Kirpal Singh Batth

Personal information
- Born: 19 May 1992 (age 34) Patti, Punjab, India
- Height: 1.96 m (6 ft 5 in)

Sport
- Sport: Track and field
- Event: Discus throw

Achievements and titles
- Personal best: 61.83 m (2022)

Medal record
Men's athletics
Representing India
South Asian Games
| Gold medal – first place | 2019 Kathmandu | Discus throw |
| Silver medal – second place | 2016 Guwahati | Discus throw |
South Asian Championships
| Gold medal – first place | 2025 Ranchi | Discus throw |

= Kirpal Singh Batth =

Discus Thrower from India

Kirpal Singh Batth (born 19 May 1992) is an Indian discus thrower.

== Personal life ==
Kirpal Singh Batth was born on 19 May 1992 in Patti, Punjab, to Nainderbir Singh and Sukhbir Kaur.

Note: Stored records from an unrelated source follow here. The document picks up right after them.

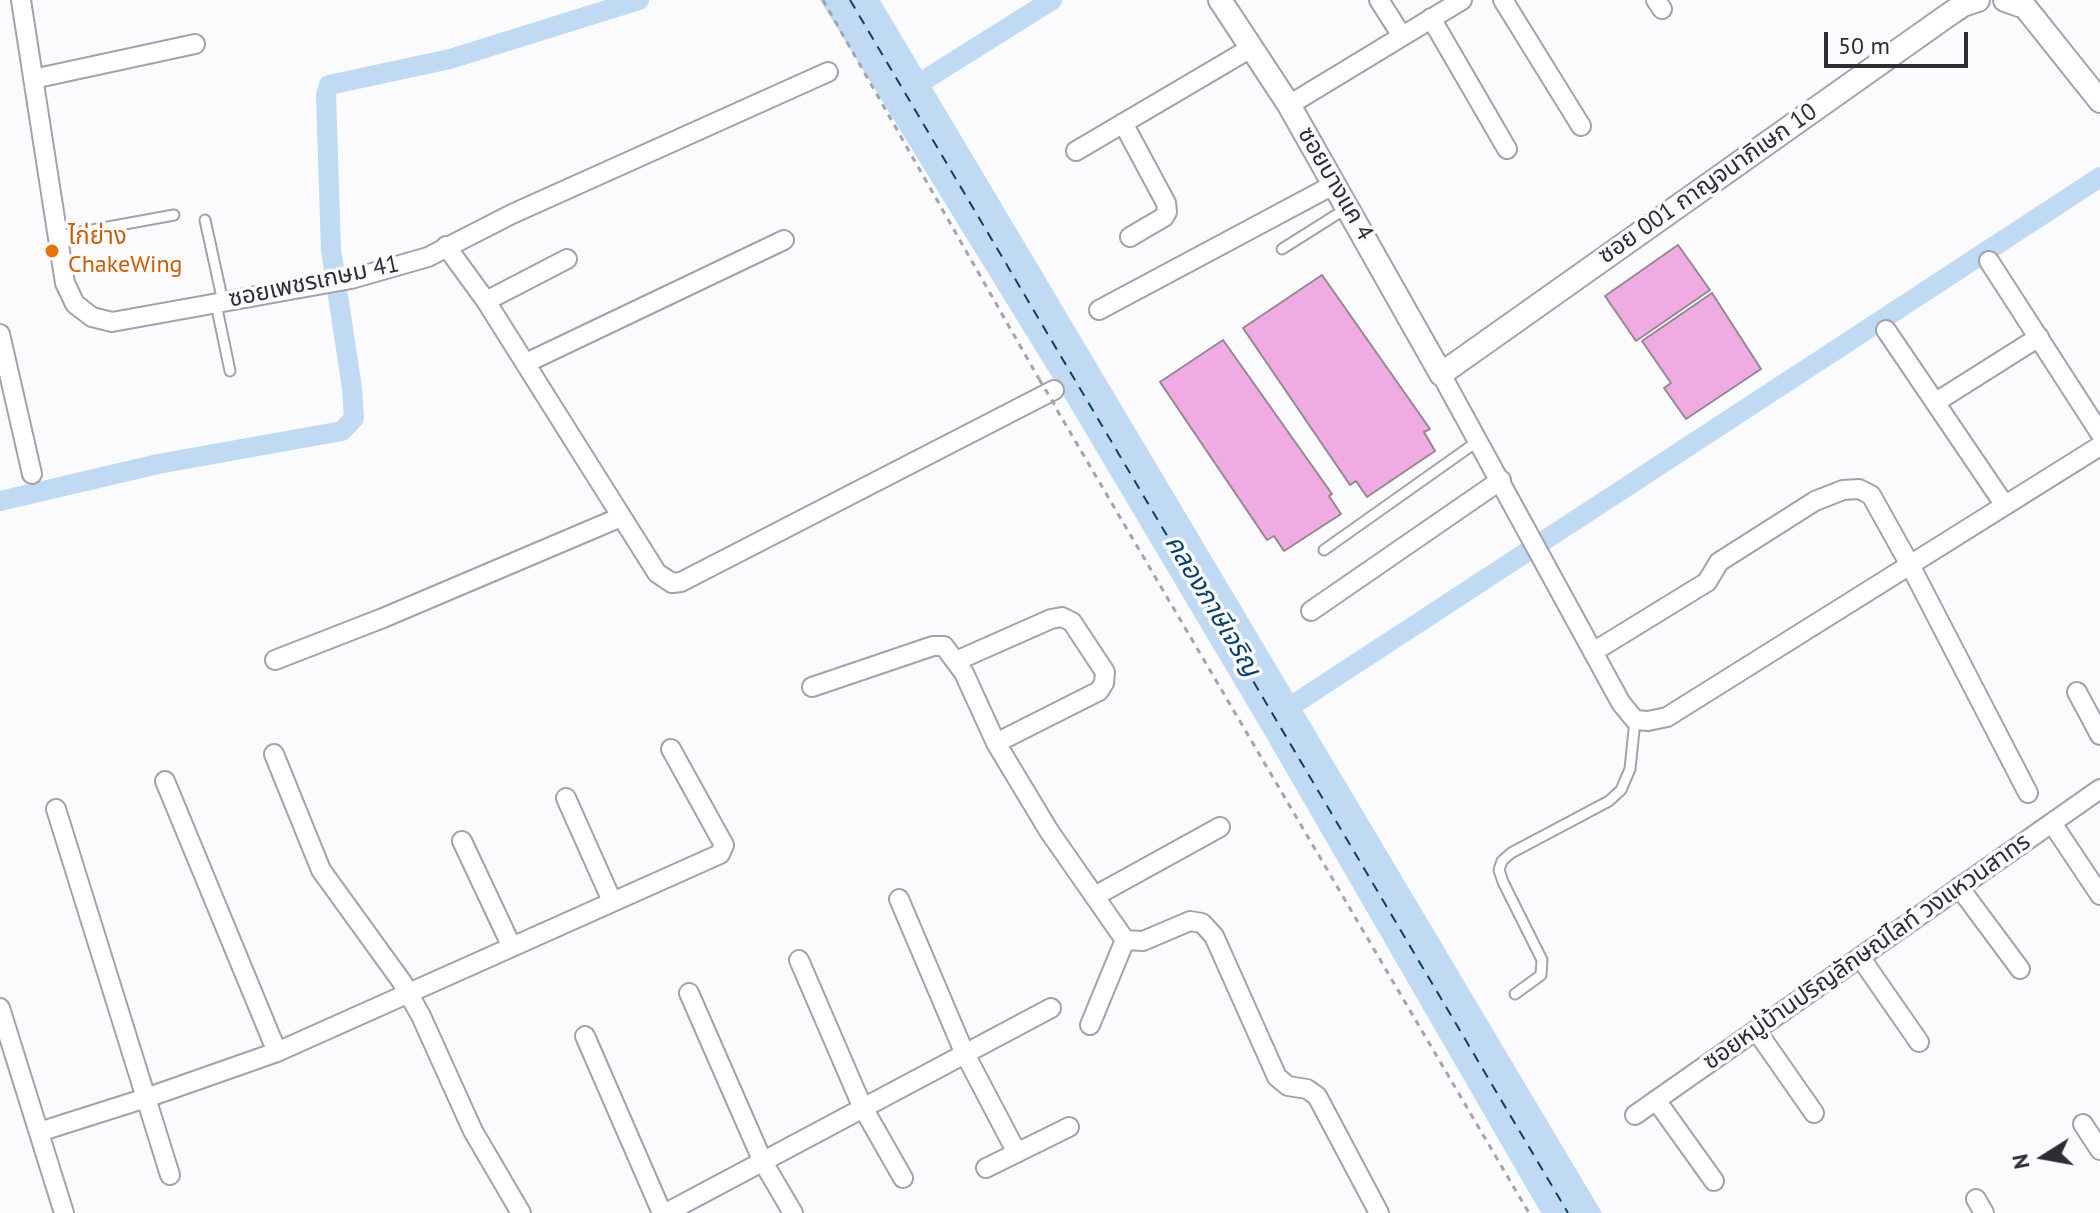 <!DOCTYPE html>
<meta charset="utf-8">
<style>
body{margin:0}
#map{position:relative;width:2100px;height:1213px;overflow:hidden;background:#fbfafd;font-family:"PT Sans",sans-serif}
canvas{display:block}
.north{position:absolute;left:2004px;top:1117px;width:80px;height:80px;-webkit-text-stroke:6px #fbfafd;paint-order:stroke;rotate:259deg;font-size:22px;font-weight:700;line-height:32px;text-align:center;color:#2e2d33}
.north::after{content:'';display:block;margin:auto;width:28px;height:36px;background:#2e2d33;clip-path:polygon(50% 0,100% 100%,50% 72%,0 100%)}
.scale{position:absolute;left:1824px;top:32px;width:144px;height:36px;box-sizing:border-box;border:4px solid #2e2d33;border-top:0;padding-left:10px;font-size:24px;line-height:28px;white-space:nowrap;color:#2e2d33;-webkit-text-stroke:6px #fbfafd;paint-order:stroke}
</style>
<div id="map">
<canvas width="2100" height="1213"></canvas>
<div class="north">N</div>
<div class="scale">50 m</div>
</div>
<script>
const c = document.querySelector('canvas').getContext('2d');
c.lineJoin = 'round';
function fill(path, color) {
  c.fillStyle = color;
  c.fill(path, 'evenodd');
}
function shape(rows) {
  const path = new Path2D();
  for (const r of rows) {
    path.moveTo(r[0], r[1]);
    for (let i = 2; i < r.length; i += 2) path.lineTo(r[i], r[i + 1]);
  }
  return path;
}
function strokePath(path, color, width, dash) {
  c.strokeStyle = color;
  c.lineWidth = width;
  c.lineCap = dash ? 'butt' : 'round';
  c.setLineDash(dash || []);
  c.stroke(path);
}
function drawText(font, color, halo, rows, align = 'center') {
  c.font = font + ' "PT Sans","Noto Sans Thai",sans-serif';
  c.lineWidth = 7;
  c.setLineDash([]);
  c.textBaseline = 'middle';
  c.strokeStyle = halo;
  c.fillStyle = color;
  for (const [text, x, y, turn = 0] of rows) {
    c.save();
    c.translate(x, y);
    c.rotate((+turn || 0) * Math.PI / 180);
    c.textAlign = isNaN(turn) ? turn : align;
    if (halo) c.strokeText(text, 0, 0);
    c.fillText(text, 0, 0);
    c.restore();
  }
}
fill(shape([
 [820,0,880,0,1602,1213,1541,1213,1265,735,1062,393]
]), '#bfdaf2');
strokePath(shape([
 [907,91,1052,0],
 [0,501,158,464,342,431,354,418,352,388,331,250,326,95,329,85,450,59,639,0],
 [1279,714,2100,177]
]), '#bfdaf2', 20);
strokePath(shape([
 [850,0,1568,1213]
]), '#094166', 2, [10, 8]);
const building = shape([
 [1678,245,1710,290,1636,341,1605,296,1678,245],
 [1322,275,1430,429,1424,432,1435,451,1367,497,1356,481,1350,485,1243,328,1322,275],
 [1712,293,1761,369,1686,419,1664,388,1671,383,1642,341,1712,293],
 [1223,340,1332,494,1329,496,1341,514,1284,551,1274,536,1267,540,1160,382,1223,340]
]);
fill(building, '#f0abe3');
strokePath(building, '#938891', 2);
const service = shape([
 [205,220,223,302],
 [59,236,174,215],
 [1282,249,1347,208],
 [216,304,230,371],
 [1324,550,1478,441],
 [1515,994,1541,975,1542,960,1503,882,1499,870,1502,861,1511,853,1609,801,1621,790,1630,769,1635,720]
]);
const minor = shape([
 [21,0,65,283,75,304,92,317,112,322,351,279,428,257,512,214,828,72],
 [1379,0,1402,36],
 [1503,0,1581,126],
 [1656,0,1662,9],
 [1431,18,1507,149],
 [33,79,195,44],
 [1289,105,1462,0],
 [1123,123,1166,203,1167,212,1164,217,1130,237],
 [1076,151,1251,48],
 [446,246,486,301,657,573,672,583,681,582,1054,390],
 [1989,261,2100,433],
 [486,301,567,259],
 [1099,310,1335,184],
 [1886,330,2004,504],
 [0,334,32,474],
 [526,363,784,240],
 [1441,374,1621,703,1635,720,1648,721,1667,717,2100,446],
 [1936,402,2039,337],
 [1311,611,1501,480],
 [1593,652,1707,582,1719,562,1815,501,1843,490,1859,489,1871,495,1910,565,2028,793],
 [275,660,383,618,621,517],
 [956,661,1051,619,1062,617,1072,622,1105,672,1104,683,1099,691,996,743],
 [812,687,933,646,944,646,964,673,996,743,1049,831,1125,940,1143,941,1190,921,1202,923,1214,936,1277,1077,1288,1086,1307,1089,1317,1096,1379,1213],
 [2077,692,2100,735],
 [274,754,321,870,402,982,421,1016,473,1131,521,1213],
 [165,781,277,1052],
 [566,798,612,901],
 [56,809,170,1175],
 [2052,823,2100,895],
 [462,841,511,945],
 [1959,887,2020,969],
 [1095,896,1220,827],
 [899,899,964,1052,1017,1153],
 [1860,957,1919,1042],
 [799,960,862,1106,903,1178],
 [689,993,763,1162,793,1213],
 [0,1008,64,1213],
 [1090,1025,1125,940],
 [1756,1030,1814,1113],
 [585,1036,662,1213],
 [1656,1100,1714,1181],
 [1635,1115,2100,789],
 [2083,1124,2100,1150],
 [39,1132,146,1098,277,1052,720,854,724,845,671,749],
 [986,1168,1069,1127],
 [1976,1199,1984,1213],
 [666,1213,1051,1008]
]);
const tertiary = shape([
 [1220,0,1289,105,1441,374,1944,18,1963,5,1978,0],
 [2005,0,2025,7,2100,101]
]);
strokePath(service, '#a4a1ae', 13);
strokePath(minor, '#a4a1ae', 22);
strokePath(tertiary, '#a4a1ae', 26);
strokePath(shape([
 [823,0,1039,379],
 [1057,410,1529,1213]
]), '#a5a4a8', 3, [6, 6]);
strokePath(service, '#fff', 9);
strokePath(minor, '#fff', 18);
strokePath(tertiary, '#fff', 22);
strokePath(shape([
 [1039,379,1056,407]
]), '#a5a4a8', 3, [6, 6]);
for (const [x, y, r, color] of [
 [52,251,8,"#e8710a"]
]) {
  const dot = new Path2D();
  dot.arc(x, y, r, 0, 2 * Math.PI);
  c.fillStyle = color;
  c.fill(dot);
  strokePath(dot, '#fbfafd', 3);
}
drawText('24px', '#2e2d33', '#fbfafd', [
 ["ซอยบางแค 4",1335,184,60],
 ["ซอย 001 กาญจนาภิเษก 10",1708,184,-35],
 ["ซอยเพชรเกษม 41",314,282,-12],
 ["ซอยหมู่บ้านปริญลักษณ์ไลท์ วงแหวนสาทร",1867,952,-35]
]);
drawText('24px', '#c56008', '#fbfafd', [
 ["ไก่ย่าง",68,237],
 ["ChakeWing",68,265]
], 'left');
drawText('italic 26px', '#094166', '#fbfafd', [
 ["คลองภาษีเจริญ",1212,606,59]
]);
</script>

He is employed as an officer at ONGC. In 2016, he married Harpreet Kaur, an advocate by profession. The couple has a daughter named Sifat Batth. He follows a vegetarian lifestyle.

A self-taught discus thrower, Kirpal trains by studying videos of top athletes from around the world and recording his own performances for self-analysis and improvement.